Sélection officielle de la Mostra de Venise 1969

Sorties le vendredi 10 octobre 1969 et le mercredi 5 mars 2024


 


Notes sur Porcile
 

Cristalliser l’erreur.
Faire un sonnet de Pétrarque sur un sujet de Lautréamont.
Un film atroce et doux.

Le contenu politique explicite a comme objet, comme situation historique, l’Allemagne. Mais le film ne parle pas de l’Allemagne, plutôt du rapport ambigu entre le vieux et le nouveau capitalisme. L’Allemagne a été choisie comme cas limite. Le contenu implicite du film est une méfiance désespérée envers toutes les sociétés historiques. Donc une anarchie apocalyptique.


 


 

Comme le sens du film était horrible et atroce, je ne pouvais faire autrement que de le traiter : a) avec un détachement presque contemplatif ; b) avec humour.
Je suis sûr qu’on va me demander : "Mais ce film est autobiographique ?" Et je répondrai : "Eh oui", à qui m’aura posé la question. Le film est autobiographique au moins dans la mesure où ma vie m’a amené à ressentir l’horreur et puis à l’exprimer avec détachement, avec humour. Non que je tienne tellement à ce détachement et encore moins à cet humour. Mais toujours est-il que j’en suis arrivé là.

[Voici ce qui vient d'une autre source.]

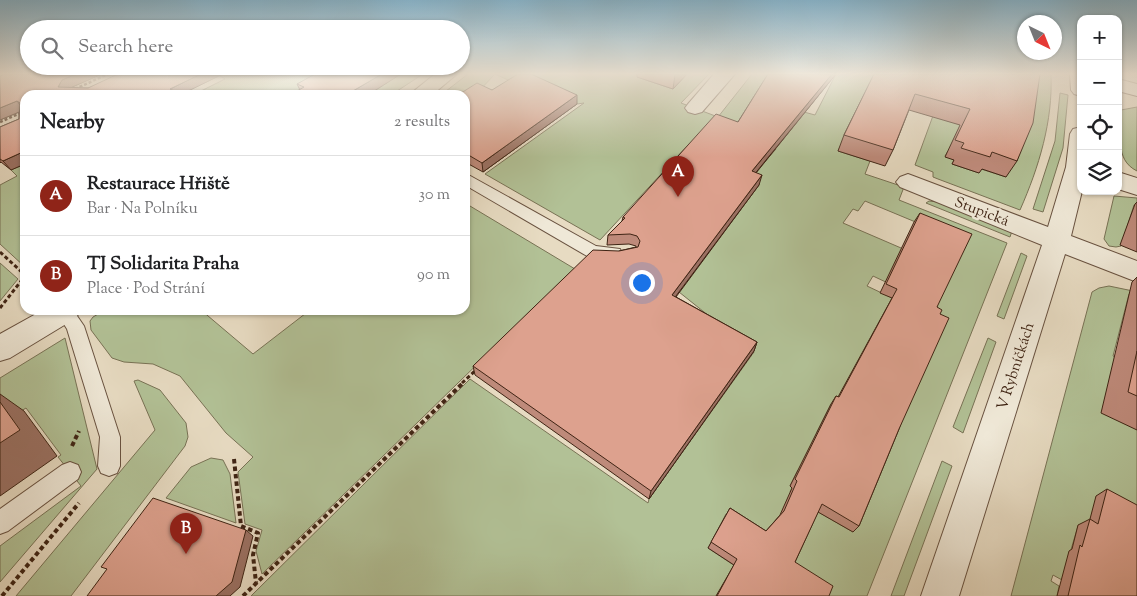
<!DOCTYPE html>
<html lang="en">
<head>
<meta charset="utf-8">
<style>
  :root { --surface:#fff; --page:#f2f2f2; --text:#202124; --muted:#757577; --line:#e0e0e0; --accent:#8f2418 }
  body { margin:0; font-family:"Sorts Mill Goudy",serif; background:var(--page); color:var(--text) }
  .controls { position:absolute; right:15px; top:15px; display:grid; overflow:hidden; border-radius:10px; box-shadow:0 1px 4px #0004 }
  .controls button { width:45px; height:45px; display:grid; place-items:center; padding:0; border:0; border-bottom:1px solid var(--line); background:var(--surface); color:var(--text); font:25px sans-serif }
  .compass { position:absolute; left:1017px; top:15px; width:45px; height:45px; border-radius:50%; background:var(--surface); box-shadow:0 1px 4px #0004; rotate:137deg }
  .you { position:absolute; left:641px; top:282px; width:18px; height:18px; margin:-12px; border:4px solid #fff; border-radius:50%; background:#1a73e8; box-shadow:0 0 0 8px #1a73e833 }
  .badge { display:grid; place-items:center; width:32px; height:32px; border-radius:50%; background:var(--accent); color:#fff; font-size:16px; font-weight:700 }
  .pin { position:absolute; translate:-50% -41px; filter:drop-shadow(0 1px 2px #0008) }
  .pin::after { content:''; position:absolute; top:26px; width:18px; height:15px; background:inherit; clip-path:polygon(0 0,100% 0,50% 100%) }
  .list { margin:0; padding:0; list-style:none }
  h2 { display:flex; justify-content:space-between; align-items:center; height:65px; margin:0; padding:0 20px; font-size:21px }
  h2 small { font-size:16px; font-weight:400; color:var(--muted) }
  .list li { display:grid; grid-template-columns:32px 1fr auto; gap:15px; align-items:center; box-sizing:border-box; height:80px; padding:0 20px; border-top:1px solid var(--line) }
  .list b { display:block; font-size:19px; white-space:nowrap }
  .list p { margin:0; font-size:16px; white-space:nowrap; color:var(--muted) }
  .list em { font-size:16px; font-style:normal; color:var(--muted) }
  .icon { flex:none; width:28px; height:28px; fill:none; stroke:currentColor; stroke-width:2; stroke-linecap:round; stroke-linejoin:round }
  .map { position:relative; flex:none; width:1137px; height:596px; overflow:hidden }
  .search { position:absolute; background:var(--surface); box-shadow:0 1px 4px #0004; left:20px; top:20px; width:450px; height:55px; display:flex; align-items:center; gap:12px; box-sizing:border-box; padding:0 18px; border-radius:28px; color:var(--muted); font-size:19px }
  .panel { position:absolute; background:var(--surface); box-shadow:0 1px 4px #0004; left:20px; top:90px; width:450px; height:225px; border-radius:15px }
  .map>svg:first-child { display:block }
  .green { fill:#b2c196; stroke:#787255; fill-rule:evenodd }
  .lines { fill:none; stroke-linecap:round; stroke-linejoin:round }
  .lane-casing { stroke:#695240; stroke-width:2 }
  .street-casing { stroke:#695240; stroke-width:2 }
  .path-far2 { stroke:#3f2414; stroke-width:2.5; stroke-dasharray:3 2; stroke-linecap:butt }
  .path-far1 { stroke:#3f2414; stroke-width:3; stroke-dasharray:4 2.5; stroke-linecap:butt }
  .path { stroke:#3f2414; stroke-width:4; stroke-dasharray:4.5 3; stroke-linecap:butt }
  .lane { fill:#efe8d7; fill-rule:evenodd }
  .street { fill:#efe8d7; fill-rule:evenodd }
  .wall { fill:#be8a7a; stroke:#3f2414 }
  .shaded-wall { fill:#9b7163; stroke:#3f2414 }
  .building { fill:#dda18e; stroke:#3f2414 }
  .labels { text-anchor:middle; stroke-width:5; stroke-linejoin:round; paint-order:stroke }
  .street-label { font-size:15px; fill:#3f2414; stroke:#efe8d7 }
</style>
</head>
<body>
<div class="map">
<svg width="1137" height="596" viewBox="0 0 1137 596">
  <rect width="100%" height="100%" fill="#e7dbc2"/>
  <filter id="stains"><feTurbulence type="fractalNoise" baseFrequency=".004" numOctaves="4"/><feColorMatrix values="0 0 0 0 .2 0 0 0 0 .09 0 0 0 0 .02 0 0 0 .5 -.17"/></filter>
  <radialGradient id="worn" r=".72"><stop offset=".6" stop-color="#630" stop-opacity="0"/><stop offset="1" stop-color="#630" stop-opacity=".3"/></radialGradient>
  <!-- green -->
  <path class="green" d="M217 74H337L302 95H193L225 79Z
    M399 74H423L391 95H367Z
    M468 74H640L637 77 673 89 687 74H709L681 103 718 117 752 74H771L756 99 815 115 836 74H890L943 85 947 74H1051C1053 121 1039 167 1020 210L938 179 933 177V172L915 165 938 102 925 98 928 90 878 76 868 98 871 99 859 125 851 123 838 151 870 161 865 174 904 187 899 200 1007 243 867 596H825L827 591 790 568 794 558 726 514 708 548 744 572 733 596H251L470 379 648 503 649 499 754 352 679 292 758 185 686 155 688 145 600 240 485 174 584 103 577 104 524 79 517 84 495 74 478 92 465 100V95H441ZM985 74 1030 85 1025 125 984 114 988 96 969 91V87L977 89 976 82 983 84ZM714 124 775 148 776 149 760 167 698 142ZM960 147 1011 164 1006 177 981 169 979 173 952 164 954 160 945 156 948 151 957 154ZM865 201 966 243 953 270 950 269 946 276 911 261 915 254 843 223 853 209 858 211ZM873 276 909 293 903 303 867 286ZM890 303 914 314 917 310 936 318 934 323 942 327 911 398 894 390 890 398 857 380 860 372 854 369ZM831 404 893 437 853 532 796 499 797 497 790 492 792 488 790 486 798 470 808 476 826 438 817 432Z
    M1060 93 1068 95 1063 148 1043 212 1033 209 1055 141Z
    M1137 107V171C1113 159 1123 133 1121 110Z
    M25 164V267L0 244V185L17 176 11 170Z
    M1114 196 1137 198V205H1134L1121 246 1116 247 1109 246 1104 239Z
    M929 201 938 202 1012 231 1010 237 926 203Z
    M465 203 575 269 262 574 256 551 262 530 245 524 238 472 253 457 226 433 180 376 153 364 124 362 112 358 91 330 90 321 93 317 105 310H201L253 354 310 310H465Z
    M1021 253 1027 256 1004 319 997 316Z
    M0 263 18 279 0 301Z
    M1109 286 1133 291 1129 294 1113 356 1137 367V518L1087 530 1078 526 1062 580 1053 575 1051 581 1059 586 1057 596H1011L1092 292 1099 288Z
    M65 338 97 469 0 582V546L81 486 58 457 61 455 26 408 0 424V378Z
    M988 338 996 342 963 433 953 427Z
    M138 380 160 390 186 423 188 437 185 446 71 596H16L155 430 134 381Z
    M211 458 223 460 230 474 236 523 166 498 191 467Z
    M942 461 952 466 904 596H891Z"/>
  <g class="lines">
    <defs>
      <path id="lane" d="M465 173 596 246 620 249 622 253 620 257 614 259 587 256 465 185Z
        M55 310H73L84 326 120 437V466L117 473 109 476 101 473 98 466 100 437 67 329Z
        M70 462 78 465 81 472 78 479 8 531 0 534V509L62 465Z"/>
      <path id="street" d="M435 74H457L432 95H409Z
        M714 74H735L702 112 695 114 688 112 685 108 688 104Z
        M1070 74H1081V96L1074 94 1071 90Z
        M1118 79 1137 84V96L1118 91Z
        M1081 127 1082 191 1071 236 1137 261V282L1065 254 959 596H921L1042 245 900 187 896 182 900 177 908 174 916 177 1048 227 1066 167 1070 134 1073 129Z
        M1118 172 1137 178V195L1118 189Z
        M43 310H80L76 318 10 358 0 361V334Z"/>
    </defs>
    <!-- lane casing -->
    <use href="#lane" class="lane-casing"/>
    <!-- street casing -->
    <use href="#street" class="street-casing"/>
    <!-- path-far2 -->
    <path class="path-far2" d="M75 89 108 74
      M0 122 25 111"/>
    <!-- path-far1 -->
    <path class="path-far1" d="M0 252 25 275
      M0 308 25 276
      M462 383 476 370"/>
    <!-- path -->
    <path class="path" d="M72 446 79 431
      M234 459 241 526 258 533 253 555 256 583
      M2 596 79 503
      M243 596 464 382"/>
    <!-- lane -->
    <use href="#lane" class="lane"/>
    <!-- street -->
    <use href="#street" class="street"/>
  </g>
  <!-- wall -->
  <path class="wall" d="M223 74 25 95 11 170 1 162 0 163V127L19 119V112L0 120V76L72 88H88Z
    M637 74H687L673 89 637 77Z
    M768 74H836L756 173 759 185 676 297 757 342 754 351 649 499 475 375 473 366 619 251 636 247V246L629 244 607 245 608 235 622 221 623 217 738 122Z
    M874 74H1040L1017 161 1006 177 982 169 979 173 952 164 954 160 945 157 960 125 909 110 893 150 885 166 838 151 844 135Z
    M387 83 300 90 297 84Z
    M492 90 577 104 483 172 465 162V95Z
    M1137 202V252L1120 245 1135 204Z
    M920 213 937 307 940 314 899 429 859 526 853 532 818 512 795 562 829 596H716L734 565 708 548 730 508 766 531 780 515 792 488 790 486 831 404 836 396 838 397 892 298 880 293 914 222Z
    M1137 277V430L1101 413 1132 282Z
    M1107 489 1137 596H1057L1069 551 1072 549 1078 525 1090 519 1096 496Z"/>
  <!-- shaded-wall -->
  <path class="shaded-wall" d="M76 74H102L68 89 58 87 62 80Z
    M201 74H223L180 95H166L170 89Z
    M382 74H401L368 95H346Z
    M676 74H687L673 89 675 75Z
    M832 74H836L749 181 752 171Z
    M577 95V104L483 172 482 163Z
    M17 101 24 110 0 120V108Z
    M25 151V164L11 170 3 161Z
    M762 175 759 185 670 304 672 295Z
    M757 342 754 351 649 499 651 491Z
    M0 394 24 411 57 456 0 496Z
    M246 530 253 536 240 587 230 596H216Z"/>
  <!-- building -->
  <path class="building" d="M5 74H76L62 80 58 87 88 88 118 74H201L170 89 174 91 166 95H25V151L3 161 0 159V127L19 119 20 103 17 101 0 108V76Z
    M315 74H382L346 95H290L304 87 297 84Z
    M518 74H531L577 95 482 163 465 153V95H458L477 83 492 90Z
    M768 74H832L752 171 762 175 672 295 757 342 651 491 473 366 593 250 619 251 638 247 640 241 637 236 630 234 608 235 625 218 623 217 716 114 738 122Z
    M874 74H1040L1033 123 1017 161 992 152 990 157 961 148 964 143 955 140 970 109 915 94 893 150 844 135Z
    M920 213 972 234 937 307 942 310 940 314 949 318 899 429 859 526 822 504 795 562 833 586 829 596H717L737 559 711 542 730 508 766 531 784 511 797 481 795 479 836 396 839 397 897 289 886 284Z
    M1137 351V396L1128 392Z
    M0 402 20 430 0 443Z
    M1107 489 1137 505V596H1068L1080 545 1082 547 1090 519 1098 524Z
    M153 498 246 530 232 582 216 596H87L107 569 101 567Z"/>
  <!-- sky -->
  <linearGradient id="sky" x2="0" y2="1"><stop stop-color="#88b7d0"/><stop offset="0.47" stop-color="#f4efe4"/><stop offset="1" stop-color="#f4efe4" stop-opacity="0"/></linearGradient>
  <rect width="1137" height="157" fill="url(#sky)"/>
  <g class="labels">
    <!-- street labels -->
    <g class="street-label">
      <text transform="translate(982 211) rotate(21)" y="5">Stupická</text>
      <text transform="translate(1015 366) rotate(-72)" y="5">V Rybníčkách</text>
    </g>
  </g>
  <rect width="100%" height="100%" filter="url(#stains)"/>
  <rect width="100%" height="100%" fill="url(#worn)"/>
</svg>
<div class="controls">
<button>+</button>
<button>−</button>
<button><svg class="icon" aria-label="locate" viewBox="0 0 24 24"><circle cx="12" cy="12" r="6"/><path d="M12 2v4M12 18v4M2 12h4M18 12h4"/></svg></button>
<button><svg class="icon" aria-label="layers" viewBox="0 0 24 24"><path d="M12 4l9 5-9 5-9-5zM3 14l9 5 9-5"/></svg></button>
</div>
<svg class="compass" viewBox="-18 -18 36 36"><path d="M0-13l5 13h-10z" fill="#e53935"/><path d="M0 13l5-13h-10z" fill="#757577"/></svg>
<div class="you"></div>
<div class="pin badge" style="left:678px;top:197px">A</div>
<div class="pin badge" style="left:186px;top:554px">B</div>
<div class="search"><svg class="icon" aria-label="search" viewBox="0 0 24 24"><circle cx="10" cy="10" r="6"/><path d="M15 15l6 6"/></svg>Search here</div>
<section class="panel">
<h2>Nearby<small>2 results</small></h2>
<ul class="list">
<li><span class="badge">A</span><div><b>Restaurace Hřiště</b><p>Bar · Na Polníku</p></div><em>30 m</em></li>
<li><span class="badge">B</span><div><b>TJ Solidarita Praha</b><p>Place · Pod Strání</p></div><em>90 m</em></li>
</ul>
</section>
</div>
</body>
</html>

En outre, le film est autobiographique pour les deux raisons suivantes :
1. Je m’identifie en partie au personnage de Pierre Clémenti (anarchie apocalyptique, et disons, contestation globale sur le plan de l’existence).


 

2. Je m’identifie en partie avec le personnage de Jean-Pierre Léaud (l’ambiguïté, la personnalité difficile à saisir, et en somme, tout ce que dit le personnage sur lui-même dans le long monologue qu’il adresse à son "amie" qui s’en va).


 

Le message du film, pour simplifier, est le suivant : la société, toute société, dévore et les fils obéissants et ceux qui n’obéissent ni ne désobéissent. Les fils doivent obéir. Suffit.


 

Les porcs, au sens métaphorique, et je dois dire, avec une certaine injustice : parce que les personnages les plus sympathiques du film sont les vrais porcs. Ils sont innocents. Cela peut sembler difficile à croire, mais les porcs métaphoriques et même le porc métaphorique par excellence, Monsieur Herr Dhitze (Ugo Tognazzi) est presque... sympathique. Le fait est que d’une certaine manière il est, quoiqu’atrocement, innocent. Son éducation bourgeoise de self-made-man lui est restée extérieure. Il est en somme, une force de la Nature.


 

Quel sens donner au fait que le seul personnage positif "bourgeois" de l’histoire (si on met à part les vrais porcs, les paysans et Ninetto) est Ida (Anne Wiazemski) ?


 

On aurait tort de considérer le personnage de Pierre Clémenti comme une brute et un bandit : c’est un intellectuel, un disciple de Nietzsche, qui aspire à la sainteté. C’est un saint, je le répète, - soyons ironique -, de la contestation globale, un saint déplaisant.
Peindre avec la technique de Bellini une pagaille infernale.


 

Ces cinéastes sont présomptueux. Mais, quand un cinéaste tourne, il est toujours présomptueux et donc un peu ridicule. Si un spectateur reste perplexe sur le sens des deux histoires alternées du film, il n’a qu’à penser avec un peu d’attention aux deux inscriptions qu’on donne à lire avant le générique. Quant au rapport entre capitalisme et néocapitalisme, il suffit de penser au petit récitatif que chante pour ainsi dire Monsieur Klotz (Alberto Lionello) lorsqu’il entre dans le grand salon aux fresques, avec son concurrent, son futur collaborateur.


 

Je suis sûr que quelqu’un va me dire : "Les dialogues du film sont trop intellectuels". Tu te trompes, ami, lui répondrai-je, ces dialogues ne sont pas intellectuels, ils sont poétiques. Si tu veux être plus royaliste que le roi, c’est-à-dire plus spectateur que le spectateur, tant pis pour toi.

Pier Paolo Pasolini
Jeune Cinéma n°41, octobre 1969

* Cf. aussi "Porcile II", Jeune Cinéma n°153, octobre 1983.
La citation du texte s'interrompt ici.